Asking these questions might seem outrageous, but they are important nonetheless if the activists are really working (squeaking loudly) to help human kind "kick the habit."
Prevention
How many people die from alcohol each year? The National Council on Alcohol and Drug
Dependency says about 110,000 die each year in the United States due to alcohol-related
causes, although they add that the number may be significantly higher as affects from alcohol abuse can linger long after drinkers "kick the habit."
About 365,000 die each year on tobacco-related causes, says the government, which again, does not calculate genetic predisposition to those causes, and does not factor in old age as cause of death. In other words, Mary Doe dies at 92 of lung cancer, and her death is attributed to "smoking," not that her time was up. Marijuana advocates say there are no deaths related to smoking weed, and yet marijuana is illegal; whereas cigarettes and alcohol are legal.
Did you know that more than half of alcohol related deaths in 2003 (63,718) were due to binge drinking? John Doe decided after dinner one night to swallow a gallon of Jack Daniels with his buddies, and oops...he drowned his sorrow in booze and died. Too bad.
Doe's death may have been preventable, but no one helped him. The anti-abortion advocate, National Right to Life group, reports 1,312,990 (preventable) abortions in the United States for 2003. Even with 400,000 (if scientifically proven to be true) cigarette-related deaths occurring each year in the United States, that figure is one-third of preventable abortion deaths...and yet abortion is not banned.
What each of us face eventually is not preventable, even if modern science enables us to live 139 years. We will still die. Period.
Roughly 2.5 million is the average number of deaths (not including abortions) in the United States for the past four years running, which includes all adult forms of death.

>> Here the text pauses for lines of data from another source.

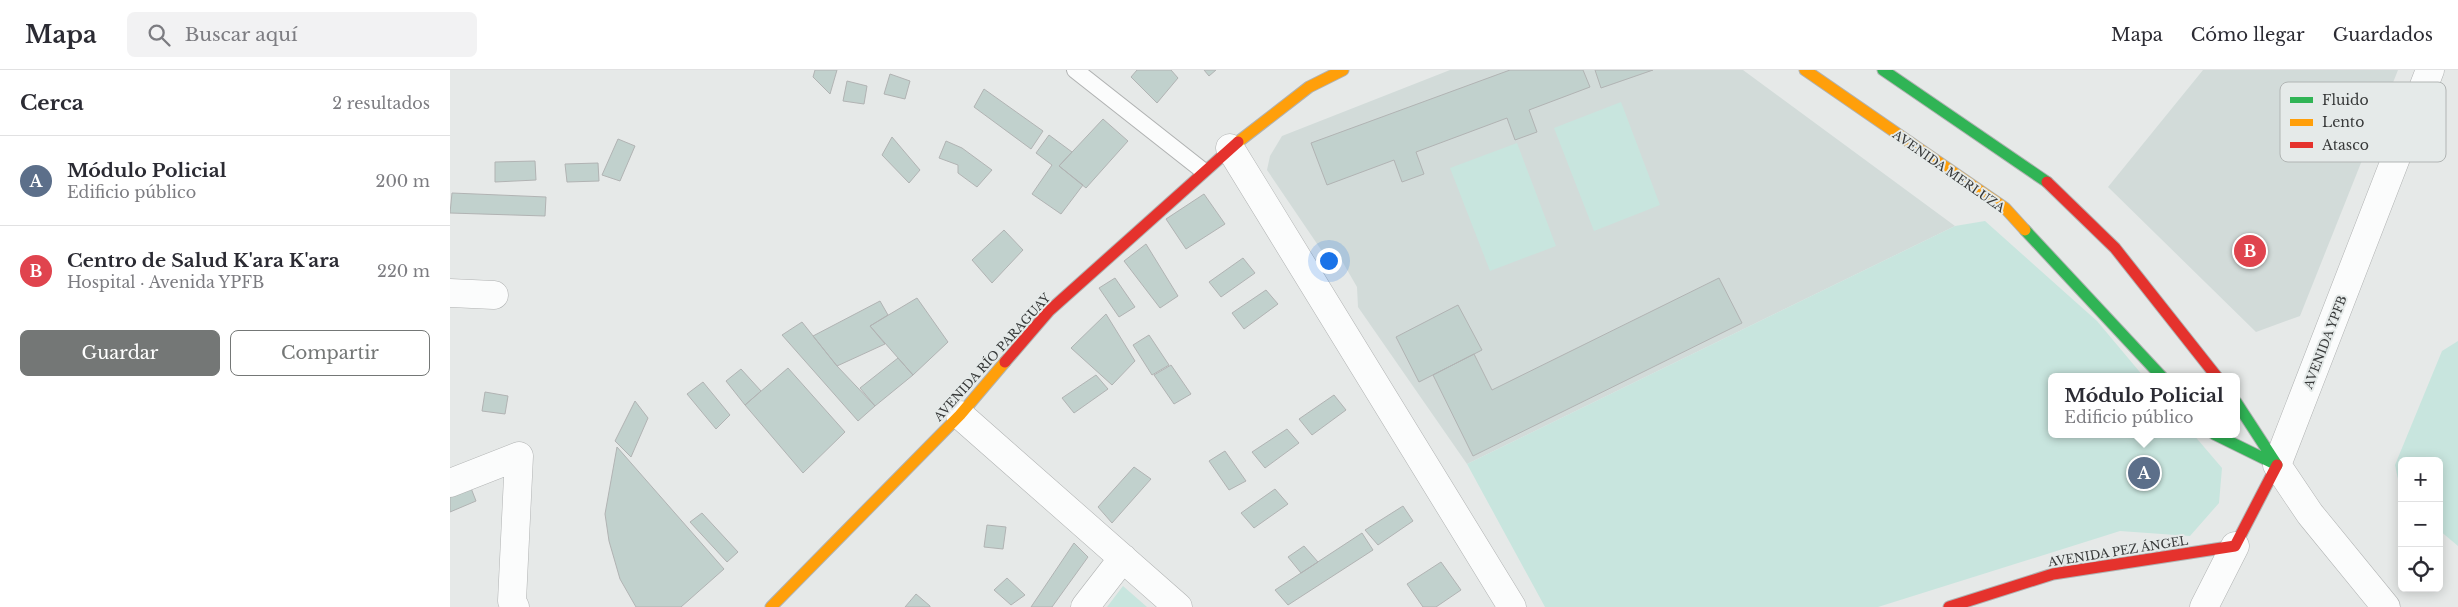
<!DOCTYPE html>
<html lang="es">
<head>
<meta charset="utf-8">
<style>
	body { margin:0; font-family:"Libre Baskerville",serif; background:#f2f2f3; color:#2b2b33 }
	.controls { position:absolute; right:15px; bottom:15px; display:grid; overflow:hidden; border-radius:8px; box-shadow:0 2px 12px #0003 }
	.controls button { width:45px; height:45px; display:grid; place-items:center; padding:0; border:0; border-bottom:1px solid #e1e1e2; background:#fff; color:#2b2b33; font:25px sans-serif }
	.you { position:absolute; left:878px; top:190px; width:18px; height:18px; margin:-12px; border:4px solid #fff; border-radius:50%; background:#1a73e8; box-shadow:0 0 0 8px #1a73e833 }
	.badge { display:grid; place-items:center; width:32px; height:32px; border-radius:50%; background:#747776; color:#fff; font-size:16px; font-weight:700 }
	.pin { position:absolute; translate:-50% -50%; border:2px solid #fff; box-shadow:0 1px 5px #0006 }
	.popup { position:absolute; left:1598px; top:303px; width:192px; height:65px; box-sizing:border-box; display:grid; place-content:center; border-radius:8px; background:#fff; filter:drop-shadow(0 1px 4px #0005); font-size:16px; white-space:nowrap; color:#7c7c81 }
	.popup b { font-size:19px; color:#2b2b33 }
	.popup::after { content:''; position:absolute; left:50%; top:100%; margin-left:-10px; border:10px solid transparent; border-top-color:#fff }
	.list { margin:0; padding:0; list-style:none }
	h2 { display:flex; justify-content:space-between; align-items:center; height:65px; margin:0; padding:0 20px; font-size:21px }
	h2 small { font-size:16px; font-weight:400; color:#7c7c81 }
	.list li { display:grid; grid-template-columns:32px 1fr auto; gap:15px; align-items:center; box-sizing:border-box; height:90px; padding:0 20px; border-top:1px solid #e1e1e2 }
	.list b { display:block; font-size:19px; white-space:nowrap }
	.list p { margin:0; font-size:16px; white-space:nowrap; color:#7c7c81 }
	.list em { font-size:16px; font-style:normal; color:#7c7c81 }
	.actions { display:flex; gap:10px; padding:15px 20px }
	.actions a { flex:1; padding:11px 0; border:1px solid #747776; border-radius:8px; text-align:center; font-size:18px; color:#747776 }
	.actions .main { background:#747776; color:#fff }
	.icon { flex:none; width:28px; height:28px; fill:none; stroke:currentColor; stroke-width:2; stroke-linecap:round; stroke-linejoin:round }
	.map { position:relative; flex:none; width:2008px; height:537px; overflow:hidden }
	header { display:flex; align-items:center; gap:30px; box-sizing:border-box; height:70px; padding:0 25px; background:#fff; border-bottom:1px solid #e1e1e2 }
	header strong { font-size:24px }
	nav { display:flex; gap:28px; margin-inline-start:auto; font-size:18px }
	.search { width:350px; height:45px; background:#f2f2f3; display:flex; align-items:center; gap:12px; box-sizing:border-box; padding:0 18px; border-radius:8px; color:#7c7c81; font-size:19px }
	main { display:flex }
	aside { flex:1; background:#fff }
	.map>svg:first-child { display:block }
</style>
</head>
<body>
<header>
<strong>Mapa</strong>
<div class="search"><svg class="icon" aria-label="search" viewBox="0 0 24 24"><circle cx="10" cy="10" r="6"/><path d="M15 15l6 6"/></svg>Buscar aquí</div>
<nav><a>Mapa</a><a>Cómo llegar</a><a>Guardados</a></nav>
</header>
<main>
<aside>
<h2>Cerca<small>2 resultados</small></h2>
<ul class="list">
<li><span class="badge" style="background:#5c6f8a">A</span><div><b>Módulo Policial</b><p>Edificio público</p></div><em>200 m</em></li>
<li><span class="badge" style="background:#e0444e">B</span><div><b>Centro de Salud K'ara K'ara</b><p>Hospital · Avenida YPFB</p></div><em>220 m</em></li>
</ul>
<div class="actions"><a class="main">Guardar</a><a>Compartir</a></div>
</aside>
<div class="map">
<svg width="2008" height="537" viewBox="0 0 2008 537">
	<rect width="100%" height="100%" fill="#e6e9e8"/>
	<!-- built -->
	<path fill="#d2dbd9" d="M 1000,0 L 1293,0 L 1505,156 L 1017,394 L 908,237 L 907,217 L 892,191 L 876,187 L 817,100 L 820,86 L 832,66 Z
		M 1753,0 L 1948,0 L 1850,246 L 1806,262 L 1658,117 Z"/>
	<!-- green -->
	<path fill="#c8e5de" d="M 1171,32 L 1210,135 L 1144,161 L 1104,58 Z
		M 1067,73 L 1106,176 L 1040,201 L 1000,98 Z
		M 1535,151 L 1647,251 L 1694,307 L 1602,307 L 1602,364 L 1743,364 L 1772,398 L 1769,433 L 1740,466 L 1670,461 L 1428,537 L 1095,537 L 1017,394 L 1505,156 Z
		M 2008,271 L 2008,476 L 1989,460 L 1989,391 L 1952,391 L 1952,428 L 1945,395 L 1992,281 Z
		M 673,516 L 697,537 L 657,537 Z"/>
	<!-- building -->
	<path fill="#c1d1cd" stroke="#b1b3b3" d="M 365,0 L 387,0 L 380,24 L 363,7 Z
		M 687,0 L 721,0 L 728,8 L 707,33 L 681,7 Z
		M 754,0 L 766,0 L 759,6 Z
		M 1060,0 L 1133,0 L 1140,17 L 1079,40 L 1087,62 L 1065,70 L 1057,48 L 966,82 L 974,104 L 952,112 L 944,90 L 877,115 L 861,73 Z
		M 1145,0 L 1203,0 L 1151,18 Z
		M 440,4 L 460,11 L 455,29 L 434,24 Z
		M 397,11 L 417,16 L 414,34 L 393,31 Z
		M 534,19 L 593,61 L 581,79 L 524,37 Z
		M 653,49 L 678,71 L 636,118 L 609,96 Z
		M 599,65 L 622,82 L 609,96 L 633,115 L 611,144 L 582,124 L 602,95 L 586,83 Z
		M 442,67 L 470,100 L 459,113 L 432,85 Z
		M 168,69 L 185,76 L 170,111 L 152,105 Z
		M 496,71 L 512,78 L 542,100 L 527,117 L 508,103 L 508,95 L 489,88 Z
		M 85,91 L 86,110 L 45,112 L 45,92 Z
		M 148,93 L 149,111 L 117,112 L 115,94 Z
		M 2,123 L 96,127 L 95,146 L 0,143 Z
		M 754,124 L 775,154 L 736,179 L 716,149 Z
		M 554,160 L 573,180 L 542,213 L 522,190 Z
		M 696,174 L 728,226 L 710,238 L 674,191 Z
		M 793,188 L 805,203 L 771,227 L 759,212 Z
		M 665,208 L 685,237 L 669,247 L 649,218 Z
		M 1269,208 L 1292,253 L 1023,386 L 983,305 L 1024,284 L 1042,320 Z
		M 816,220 L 828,234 L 794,259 L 782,243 Z
		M 467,228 L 498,272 L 463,305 L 420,256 Z
		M 430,231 L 438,245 L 420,256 L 435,274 L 387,296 L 363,266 Z
		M 1008,235 L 1032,280 L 969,312 L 946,267 Z
		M 656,244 L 685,291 L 662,315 L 621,278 Z
		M 352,252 L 387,296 L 425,336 L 408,351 L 332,265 Z
		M 699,265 L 719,295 L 702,305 L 683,275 Z
		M 448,288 L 463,305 L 425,336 L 410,318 Z
		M 721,295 L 741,324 L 724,334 L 704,305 Z
		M 338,298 L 395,362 L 353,403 L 295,335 Z
		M 291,299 L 311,321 L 295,335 L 276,311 Z
		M 646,305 L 658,319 L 624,343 L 612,328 Z
		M 253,312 L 280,345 L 266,359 L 237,324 Z
		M 35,322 L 58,326 L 55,344 L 32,341 Z
		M 884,325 L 896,340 L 862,365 L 849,349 Z
		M 185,331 L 198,348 L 181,387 L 165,371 Z
		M 837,359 L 849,373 L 815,398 L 802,382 Z
		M 167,377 L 274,499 L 231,537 L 186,537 L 170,509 L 159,471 L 155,444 Z
		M 775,381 L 796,411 L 779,420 L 759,391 Z
		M 684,397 L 701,409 L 662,453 L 648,437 Z
		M 19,413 L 26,431 L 0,442 L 0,421 Z
		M 825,419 L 838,434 L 804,458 L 791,443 Z
		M 953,436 L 963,451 L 928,475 L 915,460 Z
		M 252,443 L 288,482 L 277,492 L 240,452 Z
		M 537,455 L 556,457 L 553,479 L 534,477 Z
		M 912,463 L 923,480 L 838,535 L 825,520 Z
		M 624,473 L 638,487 L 602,537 L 581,537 Z
		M 854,476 L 868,492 L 851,503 L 838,487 Z
		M 991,492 L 1011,520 L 986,537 L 973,537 L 957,514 Z
		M 557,508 L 575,525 L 561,535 L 544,520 Z
		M 466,524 L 480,536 L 480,537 L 455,537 Z"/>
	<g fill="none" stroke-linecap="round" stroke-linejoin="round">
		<!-- lane casing -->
		<g stroke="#b0b2b2" stroke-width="18">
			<path id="lane" d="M 625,0 L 752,100"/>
		</g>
		<!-- street casing -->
		<g stroke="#b0b2b2" stroke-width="29">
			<path id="street" d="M 780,78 L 1062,537
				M 0,223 L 44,225
				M 510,345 L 728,537
				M 0,413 L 69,386 L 62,531 L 65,537
				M 635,537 L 673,488
				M 1754,537 L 1785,476
				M 1936,537 L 1860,444 L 1827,395 L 1980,0"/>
		</g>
		<!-- fast casing -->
		<g stroke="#b0b2b2" stroke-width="13">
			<path id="fast" d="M 1433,0 L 1597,112
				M 1575,160 L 1712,307
				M 1786,332 L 1827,395
				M 1764,364 L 1827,395"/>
		</g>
		<!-- slow casing -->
		<g stroke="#b0b2b2" stroke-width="13">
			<path id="slow" d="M 1355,0 L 1555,138 L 1575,160
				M 788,72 L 859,17 L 893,0
				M 321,537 L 510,345 L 555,292"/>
		</g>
		<!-- jam casing -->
		<g stroke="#b0b2b2" stroke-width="13">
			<path id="jam" d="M 1597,112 L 1665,178 L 1767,307
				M 555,292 L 599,241 L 788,72
				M 1499,537 L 1603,504 L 1785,476 L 1827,395"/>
		</g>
		<!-- lane -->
		<use href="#lane" stroke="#fbfcfc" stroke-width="16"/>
		<!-- street -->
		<use href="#street" stroke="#fbfcfc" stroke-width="28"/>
		<!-- fast -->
		<use href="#fast" stroke="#30b455" stroke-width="11"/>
		<!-- slow -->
		<use href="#slow" stroke="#ff9f0a" stroke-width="11"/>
		<!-- jam -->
		<use href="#jam" stroke="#e5322d" stroke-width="11"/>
	</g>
	<g text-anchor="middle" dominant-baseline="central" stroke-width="4" stroke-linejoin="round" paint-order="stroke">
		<!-- street labels -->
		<g font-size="12" fill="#373939" stroke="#e5eae9">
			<text transform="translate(1499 101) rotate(35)">AVENIDA MERLUZA</text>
			<text transform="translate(1875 272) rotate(-69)">AVENIDA YPFB</text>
			<text transform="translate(542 287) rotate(-48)">AVENIDA RÍO PARAGUAY</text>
			<text transform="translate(1668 481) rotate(-9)">AVENIDA PEZ ÁNGEL</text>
		</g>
	</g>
	<!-- legend -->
	<rect x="1830" y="12" width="166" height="80" rx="8" fill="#e5eae9" stroke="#b1b5b4" stroke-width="1"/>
	<rect x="1840" y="27" width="23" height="6" fill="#30b455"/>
	<rect x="1840" y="49" width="23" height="7" fill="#ff9f0a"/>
	<rect x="1840" y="72" width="23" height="6" fill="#e5322d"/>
	<g font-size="14" fill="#373939">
		<text x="1872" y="35">Fluido</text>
		<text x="1872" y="57">Lento</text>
		<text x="1872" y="80">Atasco</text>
	</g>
</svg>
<div class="controls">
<button>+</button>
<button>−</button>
<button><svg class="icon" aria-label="locate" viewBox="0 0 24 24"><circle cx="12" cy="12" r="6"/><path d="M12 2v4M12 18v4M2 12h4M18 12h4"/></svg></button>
</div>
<div class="you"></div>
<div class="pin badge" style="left:1694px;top:403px;background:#5c6f8a">A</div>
<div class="popup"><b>Módulo Policial</b>Edificio público</div>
<div class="pin badge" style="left:1800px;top:181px;background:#e0444e">B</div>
</div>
</main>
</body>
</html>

More than 11,000,000 children die each year worldwide due to malnutrition and disease, according to the World Health Organization. Malnutrition is not banned...where are the headlines for preventable causes of malnutrition? Where are the activists to lobby Congress on preventing the deaths of (emotively loveable term) "innocent babies" dying from starvation?
Anti-smoking activists say neither malnutrition nor abortion are their problems to fix...just stop smoking so that you don't die...ever. Think & Ask the next time you hear about a smoking ban: Is the personal choice of those 1-in-4 important enough to consider --given the lack of research-- or should the focus of funding and legislation be upon better research and understanding root causes of someone lighting a cigarette in the first place?